TASK INSTRUCTIONS » Would you set down the data below exactly as shown?
THE DATA: Begin
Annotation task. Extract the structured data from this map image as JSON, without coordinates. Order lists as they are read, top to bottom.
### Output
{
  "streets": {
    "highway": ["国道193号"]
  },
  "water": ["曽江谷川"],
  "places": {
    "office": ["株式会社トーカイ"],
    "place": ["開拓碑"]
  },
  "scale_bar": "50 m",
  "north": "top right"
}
THE DATA: End
YOUR RESPONSE »
Annotation task. Extract the structured data from this map image as JSON, without coordinates. Order lists as they are read, top to bottom.
### Output
{
  "streets": {
    "highway": ["国道193号"]
  },
  "water": ["曽江谷川"],
  "places": {
    "office": ["株式会社トーカイ"],
    "place": ["開拓碑"]
  },
  "scale_bar": "50 m",
  "north": "top right"
}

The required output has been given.